Now, however, a new way to eliminate the bottleneck has emerged. It consists of decreasing the amount of black liquor to be burned, by removing some of the lignin before burning.
The separation of lignin is not a new invention as such, but with the recent new methods the process can be improved. The problem has been the 5–10 percent of sodium in the ashes of burnt lignin – it tends to choke the boiler.
“Now the amount of sodium in the ashes, especially from lignin separated from sulphate pulp, has gone as far down as one percent,” says Ekman.
What is particularly important is that, although lignin is considered one of the most promising products of the new forest-based bioeconomy, from the viewpoint of economy its use in direct energy production continues to be significant in the starting phase
Options are almost unlimited
The new ligno-boost technology will also be used at the lignin separation facility being constructed at Stora Enso’s Sunila pulp mill in southeast Finland. The technology was developed in Sweden, and Stora Enso participated in the work from the beginning.
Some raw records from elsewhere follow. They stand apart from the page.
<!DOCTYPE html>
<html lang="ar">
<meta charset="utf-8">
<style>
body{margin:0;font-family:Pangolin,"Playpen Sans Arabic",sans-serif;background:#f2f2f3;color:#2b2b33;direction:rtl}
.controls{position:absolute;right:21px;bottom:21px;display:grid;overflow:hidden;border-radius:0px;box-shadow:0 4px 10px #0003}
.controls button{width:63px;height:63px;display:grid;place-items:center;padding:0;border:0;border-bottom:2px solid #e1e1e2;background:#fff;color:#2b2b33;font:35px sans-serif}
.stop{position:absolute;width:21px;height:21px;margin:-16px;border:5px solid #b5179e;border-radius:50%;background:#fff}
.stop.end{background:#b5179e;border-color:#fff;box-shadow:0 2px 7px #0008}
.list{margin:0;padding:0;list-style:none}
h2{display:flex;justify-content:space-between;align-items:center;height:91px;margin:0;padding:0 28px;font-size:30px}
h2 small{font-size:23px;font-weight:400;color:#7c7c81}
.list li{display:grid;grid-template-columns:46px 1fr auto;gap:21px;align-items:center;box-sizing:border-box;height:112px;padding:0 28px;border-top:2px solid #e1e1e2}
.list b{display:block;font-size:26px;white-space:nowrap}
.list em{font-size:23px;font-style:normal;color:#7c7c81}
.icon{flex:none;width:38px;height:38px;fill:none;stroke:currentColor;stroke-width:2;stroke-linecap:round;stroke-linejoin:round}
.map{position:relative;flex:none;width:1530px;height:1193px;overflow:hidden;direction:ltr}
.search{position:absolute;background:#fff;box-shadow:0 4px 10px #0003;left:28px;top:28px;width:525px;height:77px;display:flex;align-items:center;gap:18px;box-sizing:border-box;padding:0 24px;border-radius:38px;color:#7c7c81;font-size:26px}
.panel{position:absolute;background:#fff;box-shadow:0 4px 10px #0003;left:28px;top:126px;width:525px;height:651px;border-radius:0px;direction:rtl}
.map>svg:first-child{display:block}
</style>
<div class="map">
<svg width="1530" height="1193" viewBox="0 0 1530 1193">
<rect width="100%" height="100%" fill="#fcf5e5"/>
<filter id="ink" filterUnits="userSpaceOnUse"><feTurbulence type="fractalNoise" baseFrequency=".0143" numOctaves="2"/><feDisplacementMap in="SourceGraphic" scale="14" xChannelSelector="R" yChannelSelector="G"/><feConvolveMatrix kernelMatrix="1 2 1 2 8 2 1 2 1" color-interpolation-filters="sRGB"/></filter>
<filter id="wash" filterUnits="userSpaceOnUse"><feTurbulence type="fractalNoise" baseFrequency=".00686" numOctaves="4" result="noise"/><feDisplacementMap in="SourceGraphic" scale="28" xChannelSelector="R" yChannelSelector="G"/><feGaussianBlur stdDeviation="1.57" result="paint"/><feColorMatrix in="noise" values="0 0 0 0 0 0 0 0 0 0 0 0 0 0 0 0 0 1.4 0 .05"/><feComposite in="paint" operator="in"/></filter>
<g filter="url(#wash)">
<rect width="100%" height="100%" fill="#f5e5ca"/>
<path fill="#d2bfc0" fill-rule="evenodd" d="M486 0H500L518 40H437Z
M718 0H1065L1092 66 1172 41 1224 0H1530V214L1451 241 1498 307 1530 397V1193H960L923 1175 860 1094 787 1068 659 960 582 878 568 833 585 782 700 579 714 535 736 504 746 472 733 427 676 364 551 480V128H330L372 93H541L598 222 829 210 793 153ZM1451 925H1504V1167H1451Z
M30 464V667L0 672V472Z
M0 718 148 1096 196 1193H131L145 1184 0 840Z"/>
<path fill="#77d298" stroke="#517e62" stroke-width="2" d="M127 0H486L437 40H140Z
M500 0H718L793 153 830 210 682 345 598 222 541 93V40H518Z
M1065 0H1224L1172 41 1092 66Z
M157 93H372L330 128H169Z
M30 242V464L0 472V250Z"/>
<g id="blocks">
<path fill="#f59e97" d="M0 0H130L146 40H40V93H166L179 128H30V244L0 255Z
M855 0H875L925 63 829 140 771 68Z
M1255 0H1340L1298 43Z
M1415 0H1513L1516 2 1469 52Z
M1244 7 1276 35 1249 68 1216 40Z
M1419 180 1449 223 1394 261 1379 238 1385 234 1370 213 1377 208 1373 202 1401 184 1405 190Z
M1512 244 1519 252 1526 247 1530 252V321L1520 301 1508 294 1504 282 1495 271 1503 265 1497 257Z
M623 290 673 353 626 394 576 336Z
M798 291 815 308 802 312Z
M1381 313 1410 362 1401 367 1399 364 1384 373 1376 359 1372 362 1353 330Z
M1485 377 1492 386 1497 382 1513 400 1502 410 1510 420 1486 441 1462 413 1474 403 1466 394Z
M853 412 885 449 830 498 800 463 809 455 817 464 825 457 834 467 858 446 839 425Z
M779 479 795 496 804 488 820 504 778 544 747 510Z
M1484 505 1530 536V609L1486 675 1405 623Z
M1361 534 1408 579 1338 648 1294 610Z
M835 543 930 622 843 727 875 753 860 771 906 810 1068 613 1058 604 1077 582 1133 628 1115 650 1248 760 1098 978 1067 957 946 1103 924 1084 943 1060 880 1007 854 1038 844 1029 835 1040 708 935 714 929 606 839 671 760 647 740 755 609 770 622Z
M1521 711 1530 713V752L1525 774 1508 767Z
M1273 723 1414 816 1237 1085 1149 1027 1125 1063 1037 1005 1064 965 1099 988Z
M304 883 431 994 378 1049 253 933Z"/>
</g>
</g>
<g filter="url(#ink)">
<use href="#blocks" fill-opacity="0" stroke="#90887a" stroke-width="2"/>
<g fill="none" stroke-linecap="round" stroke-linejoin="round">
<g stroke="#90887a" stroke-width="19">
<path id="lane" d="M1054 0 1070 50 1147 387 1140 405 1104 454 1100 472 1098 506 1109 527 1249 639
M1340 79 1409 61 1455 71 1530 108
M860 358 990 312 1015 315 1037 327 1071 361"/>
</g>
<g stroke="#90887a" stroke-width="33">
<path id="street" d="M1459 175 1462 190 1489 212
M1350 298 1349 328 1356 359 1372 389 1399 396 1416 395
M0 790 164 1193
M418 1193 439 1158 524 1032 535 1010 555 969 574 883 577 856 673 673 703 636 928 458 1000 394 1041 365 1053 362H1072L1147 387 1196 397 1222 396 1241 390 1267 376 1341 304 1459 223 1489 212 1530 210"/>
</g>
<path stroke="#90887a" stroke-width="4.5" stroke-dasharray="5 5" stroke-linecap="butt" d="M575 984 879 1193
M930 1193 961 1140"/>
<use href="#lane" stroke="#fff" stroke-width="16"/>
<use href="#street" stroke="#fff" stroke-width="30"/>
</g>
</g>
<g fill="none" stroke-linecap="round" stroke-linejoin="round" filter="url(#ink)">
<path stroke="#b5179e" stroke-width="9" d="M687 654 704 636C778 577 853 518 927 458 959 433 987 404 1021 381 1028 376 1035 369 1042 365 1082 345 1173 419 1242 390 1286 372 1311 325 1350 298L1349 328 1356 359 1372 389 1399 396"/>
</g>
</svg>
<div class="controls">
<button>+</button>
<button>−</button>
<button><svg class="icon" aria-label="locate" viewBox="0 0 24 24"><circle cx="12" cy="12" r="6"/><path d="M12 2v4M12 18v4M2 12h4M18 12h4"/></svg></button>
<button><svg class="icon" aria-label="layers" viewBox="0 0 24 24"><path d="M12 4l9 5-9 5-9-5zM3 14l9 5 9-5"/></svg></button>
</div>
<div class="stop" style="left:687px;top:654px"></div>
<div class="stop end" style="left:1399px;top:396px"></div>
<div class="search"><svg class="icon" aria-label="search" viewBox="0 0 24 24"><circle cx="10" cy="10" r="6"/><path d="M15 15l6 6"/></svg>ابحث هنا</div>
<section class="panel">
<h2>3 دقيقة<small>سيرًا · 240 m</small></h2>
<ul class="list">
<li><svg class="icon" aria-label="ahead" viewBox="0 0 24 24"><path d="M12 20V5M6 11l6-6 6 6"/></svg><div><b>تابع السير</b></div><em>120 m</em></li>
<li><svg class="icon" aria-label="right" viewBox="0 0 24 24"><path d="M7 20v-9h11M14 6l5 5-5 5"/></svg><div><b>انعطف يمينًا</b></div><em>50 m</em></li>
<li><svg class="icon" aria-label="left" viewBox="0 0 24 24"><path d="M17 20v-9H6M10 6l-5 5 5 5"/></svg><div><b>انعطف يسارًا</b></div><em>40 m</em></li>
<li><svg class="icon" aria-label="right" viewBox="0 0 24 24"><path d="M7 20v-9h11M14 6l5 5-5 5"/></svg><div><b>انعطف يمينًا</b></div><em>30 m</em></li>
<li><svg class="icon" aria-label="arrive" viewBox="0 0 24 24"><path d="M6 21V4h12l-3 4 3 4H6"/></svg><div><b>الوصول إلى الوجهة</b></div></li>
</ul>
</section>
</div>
At the moment, the technology is supplied by the Finnish forest industry technology company Valmet. The EUR-32-million investment in Sunila will be taken into use during the first months of 2015.
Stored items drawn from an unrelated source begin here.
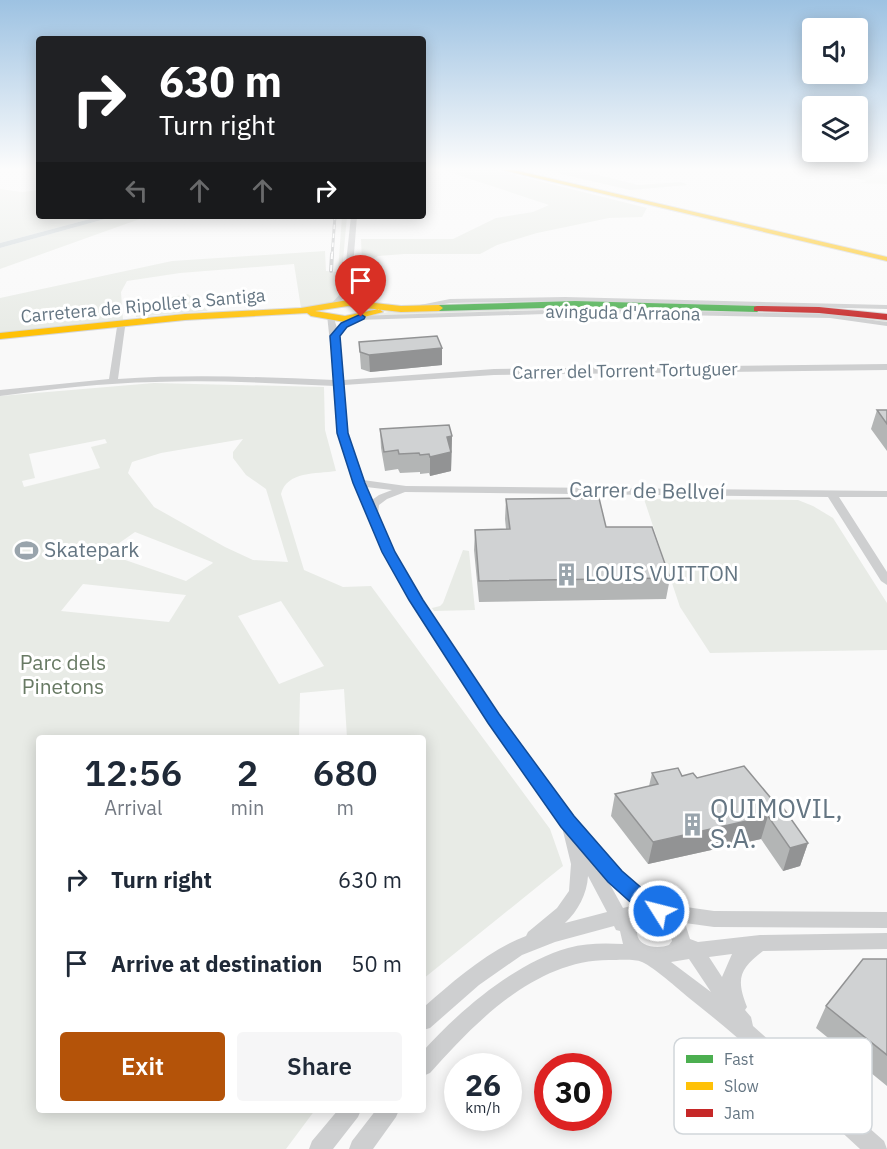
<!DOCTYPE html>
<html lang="en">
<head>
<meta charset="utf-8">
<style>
	body { margin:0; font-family:"IBM Plex Sans",sans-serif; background:#f6f6f7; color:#1f2937; height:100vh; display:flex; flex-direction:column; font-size:22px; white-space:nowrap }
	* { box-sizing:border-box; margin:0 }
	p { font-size:20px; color:#747a83 }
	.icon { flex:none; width:33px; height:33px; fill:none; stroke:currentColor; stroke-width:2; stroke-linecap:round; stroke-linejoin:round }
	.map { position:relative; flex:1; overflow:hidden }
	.panel { position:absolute; left:36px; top:735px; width:390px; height:378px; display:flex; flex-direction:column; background:#fff; border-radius:6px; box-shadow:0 3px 15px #0003 }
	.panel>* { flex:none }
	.guide { position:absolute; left:36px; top:36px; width:390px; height:183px; border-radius:6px; box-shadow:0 3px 15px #0003; background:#202124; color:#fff; overflow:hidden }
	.buttons { position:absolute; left:802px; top:18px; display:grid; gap:12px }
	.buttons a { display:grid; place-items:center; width:66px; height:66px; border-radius:6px; background:#fff; box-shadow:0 3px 15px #0003; font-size:30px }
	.speed { position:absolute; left:444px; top:1053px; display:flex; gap:12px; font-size:30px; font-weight:700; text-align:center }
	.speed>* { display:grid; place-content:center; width:78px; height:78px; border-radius:50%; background:#fff; box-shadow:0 3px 15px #0003; line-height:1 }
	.speed small { font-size:15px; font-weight:400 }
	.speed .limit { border:9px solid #d22; background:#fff; color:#111 }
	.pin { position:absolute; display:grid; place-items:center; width:51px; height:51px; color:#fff; margin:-62px -26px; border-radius:50% 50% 50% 0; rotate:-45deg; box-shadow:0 0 6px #0007 }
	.pin .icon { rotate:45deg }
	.me { position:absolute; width:66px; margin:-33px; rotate:306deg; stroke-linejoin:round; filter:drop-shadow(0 0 4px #0008) }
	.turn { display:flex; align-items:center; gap:21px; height:126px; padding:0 24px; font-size:27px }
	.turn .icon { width:78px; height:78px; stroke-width:2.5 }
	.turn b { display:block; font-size:42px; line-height:51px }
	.lanes { display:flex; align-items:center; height:57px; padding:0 24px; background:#0003; justify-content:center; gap:30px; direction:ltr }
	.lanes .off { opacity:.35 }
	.eta { display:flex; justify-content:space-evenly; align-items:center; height:102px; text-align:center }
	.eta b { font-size:36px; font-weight:600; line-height:42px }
	.button { display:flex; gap:12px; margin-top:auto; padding:12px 24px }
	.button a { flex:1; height:69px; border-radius:6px; background:#b45309; color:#fff; font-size:24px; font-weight:600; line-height:69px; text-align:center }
	.button a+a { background:#f6f6f7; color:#1f2937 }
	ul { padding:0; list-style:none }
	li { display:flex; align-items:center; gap:18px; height:84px; padding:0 24px }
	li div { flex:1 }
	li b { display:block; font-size:22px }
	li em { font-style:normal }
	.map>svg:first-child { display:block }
	.green { fill:#e8ebe6; fill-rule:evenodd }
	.water { fill:#ced6d9 }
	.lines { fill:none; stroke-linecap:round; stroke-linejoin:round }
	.fast-casing { stroke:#d5d6d7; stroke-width:2 }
	.slow-casing { stroke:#d5d6d7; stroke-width:2 }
	.jam-casing { stroke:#d5d6d7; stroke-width:2 }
	.street { fill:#cecfd0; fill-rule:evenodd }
	.fast { fill:#4caf50; fill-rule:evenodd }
	.slow { fill:#ffc107; fill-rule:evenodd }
	.jam { fill:#c62828; fill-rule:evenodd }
	.rail-far1-casing { stroke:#c3c5c6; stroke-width:3 }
	.rail-casing { stroke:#c3c5c6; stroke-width:4 }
	.rail-far1 { stroke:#fff; stroke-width:1.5; stroke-dasharray:4.5; stroke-linecap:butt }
	.rail { stroke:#fff; stroke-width:2; stroke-dasharray:6; stroke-linecap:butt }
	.wall { fill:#b3b5b5 }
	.shaded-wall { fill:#929394 }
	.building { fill:#d0d2d3; stroke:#929394; stroke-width:1.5 }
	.route { fill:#1a73e8; stroke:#114b97; stroke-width:1.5 }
	.labels { text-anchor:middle; stroke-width:6; stroke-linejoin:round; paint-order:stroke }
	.far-street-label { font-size:18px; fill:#657683; stroke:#fff }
	.street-label { font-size:21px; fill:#657683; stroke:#fff }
	.poi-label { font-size:21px; fill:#657683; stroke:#fff; text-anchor:start }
	.park-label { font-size:21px; fill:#687a64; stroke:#fff }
	.near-poi-label { font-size:26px; fill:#657683; stroke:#fff; text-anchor:start }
	.key { fill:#fff; stroke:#d1d6da; stroke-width:1.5 }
	.key-label { font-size:16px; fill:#657683 }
</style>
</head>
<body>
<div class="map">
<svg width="887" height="1149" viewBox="0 0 887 1149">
	<rect width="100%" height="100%" fill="#f9f9f9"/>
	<path class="green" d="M443,170H495L647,208L642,217L609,218L537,233L497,245L480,254H404L378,256L362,265L361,239H453L496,218L533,212L549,205Z
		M544,170H579L638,185L681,182L688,185L630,190Z
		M813,170H887V184L860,183L867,181Z
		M0,189L22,192L39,190V216H101L0,243Z
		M116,216H148L0,269V248Z
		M342,216H347L340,294L337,300C325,305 314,307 301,308L294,264L180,273L127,281L121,292L123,320L0,333V298L172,261L325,251L326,271L338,272Z
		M188,294L208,311L136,317L134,304Z
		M570,306L795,311L887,320V322L834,315L575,309L369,316L393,311Z
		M154,383L324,387L325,430L336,471C316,474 287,471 281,494L304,570L343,587L371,586L550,829L563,866L423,979V738H347L344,689L300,693L299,738H39V1110H315L286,1149H0V396ZM105,439L107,443L91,447L100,468L24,487L22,481L35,478L29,454ZM243,439L233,452V458L246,475L266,489L288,562L253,560L225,547L154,507L128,473L132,462L161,453ZM135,532L212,562L213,563L186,581L105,553ZM83,584L186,595L169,622L61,611ZM281,601L324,666L279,684L238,616Z
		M644,499L798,500L813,506L833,518L887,603V650L710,653L680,607Z
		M463,550L469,551L475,610L434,611L432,608L440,606L443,603Z"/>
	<path class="water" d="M101,216H116L0,248V243Z"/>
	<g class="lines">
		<defs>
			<path id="fast" d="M575,301L757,306L761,309L757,312L575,307L439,311L435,308L439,305Z"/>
			<path id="slow" d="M503,170H514L887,257V261Z
				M348,300L401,306L439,305L443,308L439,311L401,312L348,306L315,311L345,316L379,309L383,312L345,322L311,316L307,313L185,320L0,339V333L185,314L301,308Z"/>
			<path id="jam" d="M757,306L819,307L887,314V320L819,313L754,311V307Z"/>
		</defs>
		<use href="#fast" class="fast-casing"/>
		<use href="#slow" class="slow-casing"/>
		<use href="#jam" class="jam-casing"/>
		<path class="street" d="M351,216H357L351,292L333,308L329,306L343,291Z
			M565,297L887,305V309L565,301L450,303L409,310L405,308L450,299Z
			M575,309L830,314L887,322V326L830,318L575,313L357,320L347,327L339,336L343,380L494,369L887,364V370L494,375L344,385L348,433L363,480L406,486L887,491V497H839L887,572V585L881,581L828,497L405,492L387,499L379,505L378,514L395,552L422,600L498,715L573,816L621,871L658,903L714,911L887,912V928L714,927L685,923L690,939L698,942L760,935L887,933V949L763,951C739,969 736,979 747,1007L745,1010L751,1017L753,1026L884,1141L887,1149H860C804,1097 749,1045 689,998C677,988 655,968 642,962C635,959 622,960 614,960C539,957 477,1020 430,1073L423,1076V1051C459,1011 515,963 568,948C586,943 604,943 623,944L620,931L616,930L614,926L555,942L522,955L479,985L430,1028L423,1030V1008L425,1006C455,980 489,950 526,936L528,932L557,908L569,891L571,864L562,827L488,723L410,600L383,552L354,483L338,433L335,386C275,383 215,380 155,382C103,383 52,389 0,396V390L109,379L117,327L121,325L125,327L118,379C190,374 262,377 334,380L327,315H333L337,328L341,323L355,316ZM366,487L392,490L379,495L372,500ZM588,876L607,912L565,923C578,911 587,894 588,876ZM607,879L609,881L635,905L623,908ZM646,918L658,919L669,926L672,941L669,945C659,949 638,948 637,933C637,930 638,926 639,923ZM732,954L722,977L709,957ZM689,959L711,992L671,962Z
			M338,1110H361L358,1117L333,1149H309L312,1141Z
			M376,1110H399L396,1117L373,1149H349L352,1141Z"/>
		<use href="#fast" class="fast"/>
		<use href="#slow" class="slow"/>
		<use href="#jam" class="jam"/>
		<defs>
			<path id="rail-far1" d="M332,256L335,216"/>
			<path id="rail" d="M331,271L332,254"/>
		</defs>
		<use href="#rail-far1" class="rail-far1-casing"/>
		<use href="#rail" class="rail-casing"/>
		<use href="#rail-far1" class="rail-far1"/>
		<use href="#rail" class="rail"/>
	</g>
	<path class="wall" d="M359,342L442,348V365L370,372L361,369Z
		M877,410H887V451L871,429Z
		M380,429L452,436L451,471L430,476L429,473L420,474V472L400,473L398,469L385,471L381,448Z
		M506,499L606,527L670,578L666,599L479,602L474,550L475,530L506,529L505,519Z
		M744,766L808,843L800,866L783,871L761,839L648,864L611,816L615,794L649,786L652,773L682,776L697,778Z
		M887,959V1086L816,1028L826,1006Z"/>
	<path class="shaded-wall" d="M442,348V365L370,372L369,355Z
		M452,436L451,471L430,476V457L447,437Z
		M768,816L761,839L648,864L653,842Z
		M808,843L800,866L783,871L790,848Z"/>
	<path class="building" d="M437,336L442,348L369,355L360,352L359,342Z
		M877,410H887V424Z
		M449,425L452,436L447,437L451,452L430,457L429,454L420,455L419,453L399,454L398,450L384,452L380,429Z
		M599,498L606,527H652L670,578L479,581L475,530L510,529L506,499Z
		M744,766L780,809H784L808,843L790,848L768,816L653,842L615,794L658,784L652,773L678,768L682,776L693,773L697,778Z
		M863,959H887V1055L826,1006Z"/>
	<linearGradient id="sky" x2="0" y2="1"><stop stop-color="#9dc2e2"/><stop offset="0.51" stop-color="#fcfcfc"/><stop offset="1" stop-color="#fcfcfc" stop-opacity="0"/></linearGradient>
	<rect width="887" height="331" fill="url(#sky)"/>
	<path class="route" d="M361,314L365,317L364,319L347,327L340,336L348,433L365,483L395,552L423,600L499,714L574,816L622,871L659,903L666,905L669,911L666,918L659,920L646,916L608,882L561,827L488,723L409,600L382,552L353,483L337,433L330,336L341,323Z"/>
	<defs>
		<symbol id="stadium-bare" viewBox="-9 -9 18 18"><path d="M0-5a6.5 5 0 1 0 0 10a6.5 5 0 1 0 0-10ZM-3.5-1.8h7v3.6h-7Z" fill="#99a4ac" stroke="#fff" stroke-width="2.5" paint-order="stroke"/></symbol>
		<symbol id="building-bare" viewBox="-9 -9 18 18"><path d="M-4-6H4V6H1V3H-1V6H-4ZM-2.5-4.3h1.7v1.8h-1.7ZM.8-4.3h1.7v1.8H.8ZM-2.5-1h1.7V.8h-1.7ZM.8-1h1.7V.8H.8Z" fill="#99a4ac" stroke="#fff" stroke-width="2.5" paint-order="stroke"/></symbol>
	</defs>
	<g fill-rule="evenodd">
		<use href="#stadium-bare" x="10" y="534" width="33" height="33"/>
		<use href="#building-bare" x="550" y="558" width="33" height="33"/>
		<use href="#building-bare" x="676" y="808" width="33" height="33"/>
	</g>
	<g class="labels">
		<g class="far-street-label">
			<text transform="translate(143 306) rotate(-5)" y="6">Carretera de Ripollet a Santiga</text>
			<text transform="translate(623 313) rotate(1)" y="6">avinguda d'Arraona</text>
			<text transform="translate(625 371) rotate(-1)" y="6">Carrer del Torrent Tortuguer</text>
		</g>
		<g class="street-label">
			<text transform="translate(647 491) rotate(1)" y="7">Carrer de Bellveí</text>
		</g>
		<g class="poi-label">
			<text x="44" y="557">Skatepark</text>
			<text x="585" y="581">LOUIS VUITTON</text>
		</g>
		<g class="park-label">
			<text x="63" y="670">Parc dels<tspan x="63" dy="24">Pinetons</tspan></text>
		</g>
		<g class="near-poi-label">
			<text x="710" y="818">QUIMOVIL,<tspan x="710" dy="30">S.A.</tspan></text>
		</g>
	</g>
	<rect x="674" y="1038" width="198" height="96" rx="9" class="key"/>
	<rect x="686" y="1055" width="27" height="8" fill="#4caf50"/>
	<rect x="686" y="1082" width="27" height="8" fill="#ffc107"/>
	<rect x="686" y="1109" width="27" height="8" fill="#c62828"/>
	<g class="key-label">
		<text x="724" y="1065">Fast</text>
		<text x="724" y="1092">Slow</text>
		<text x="724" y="1119">Jam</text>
	</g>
</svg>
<div class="buttons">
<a><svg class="icon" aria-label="sound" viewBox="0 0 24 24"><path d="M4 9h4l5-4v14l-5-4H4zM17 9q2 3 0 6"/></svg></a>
<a><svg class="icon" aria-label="layers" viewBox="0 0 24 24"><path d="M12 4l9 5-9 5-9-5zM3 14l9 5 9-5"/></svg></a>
</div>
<div class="speed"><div>26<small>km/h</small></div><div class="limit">30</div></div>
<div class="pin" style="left:361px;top:317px;background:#d93025"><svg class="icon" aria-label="arrive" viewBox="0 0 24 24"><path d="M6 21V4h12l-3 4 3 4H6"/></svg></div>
<svg class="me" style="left:659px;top:911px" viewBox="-20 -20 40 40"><circle r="17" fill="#1a73e8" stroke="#fff" stroke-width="3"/><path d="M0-11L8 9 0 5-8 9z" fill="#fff"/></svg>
<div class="guide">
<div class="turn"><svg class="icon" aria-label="right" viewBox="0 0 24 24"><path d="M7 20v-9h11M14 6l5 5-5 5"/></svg><div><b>630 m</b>Turn right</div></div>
<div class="lanes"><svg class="icon off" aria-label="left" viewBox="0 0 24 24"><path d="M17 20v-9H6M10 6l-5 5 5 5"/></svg><svg class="icon off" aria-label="ahead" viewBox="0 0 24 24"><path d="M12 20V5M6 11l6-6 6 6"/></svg><svg class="icon off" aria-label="ahead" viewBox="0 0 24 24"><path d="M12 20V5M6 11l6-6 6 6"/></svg><svg class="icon" aria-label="right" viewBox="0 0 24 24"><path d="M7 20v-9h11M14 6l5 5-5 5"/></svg></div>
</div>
<section class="panel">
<div class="eta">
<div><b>12:56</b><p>Arrival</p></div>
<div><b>2</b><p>min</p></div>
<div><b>680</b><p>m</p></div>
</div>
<ul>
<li><svg class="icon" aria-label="right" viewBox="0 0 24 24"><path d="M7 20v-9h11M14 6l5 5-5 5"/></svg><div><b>Turn right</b></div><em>630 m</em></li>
<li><svg class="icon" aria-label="arrive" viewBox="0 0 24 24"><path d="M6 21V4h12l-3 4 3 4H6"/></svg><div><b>Arrive at destination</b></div><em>50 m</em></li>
</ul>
<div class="button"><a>Exit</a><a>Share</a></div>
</section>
</div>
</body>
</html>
After US-based Domtar, the Sunila facility will be the second in the world to use this technology, though obviously not the last. Stora Enso expects the facility to generate a turnover of EUR 80 million in 2017.
According to Harlin, the supply and demand for facilities of this kind will create a new market supporting the emergence of new lignin-based products.
In principle, the potential uses of lignin are almost unlimited. “You really can make almost anything out of lignin, but it’s another thing whether the production is feasible on an industrial scale and which products will be economically viable in the end,” says Ekman.
According to Harlin, there are several possible fields of use in addition to direct burning. One option is to produce pyrolysis oil to be used as fuel for ships and thermal power plants, but this requires that the sulphur content in the oil as well as its relatively low energy content are factored in.
Lignin can also be used to make thermoplast to replace plastics. However, the product has the same strong smell as a pulp mill. The smell can be removed by fractionation, but it increases costs.
Lignin is a natural glue for wood materials, and it has been used as a raw material of glues. For example, the Karatex glue has been used to glue chips and veneers to produce chipboard and plywood since the 1960s.
Another lignin-based product is polyurethane. Normally, it is made of fossil raw materials, though sometimes soybeans are also used.
Corporate investments in research are increasing
At VTT, research is carried out to produce lignin-based carbon fibres. According to Harlin, the problem is that the lignin fibres branch out in the boiling process at the pulp mill, which decreases the strength of the carbon fibres.
“We strive to produce lignin-based carbon fibres that are equivalent to those made of fossil raw materials. This way, they could be used as composites in the automotive industries, for example,” says Harlin.
Stora Enso’s goal is that the producers of special chemicals and technical materials could replace their fossil raw materials with lignin. Other uses could be found in the construction industry, for example. One potential use here are agents that prevent concrete and asphalt from setting before casting.
However, Ekman does not believe that lignin could be the kind of mass product as, say, LWC paper for the forest industry, at least in the short term. Still, it is an option for both old and new pulp mills.
“For the new ones, because they do not need all the energy recoverable from lignin. And for the old ones, which could eliminate their production bottlenecks by the separation of lignin. We need to look for profitability from many small streams, and this can be one of them,” says Ekman.
As for research on forest-based bioeconomy, Harlin sees signs that companies are taking the place of public money as financiers. “This also shows that we are closer and closer to actual production,” says Harlin.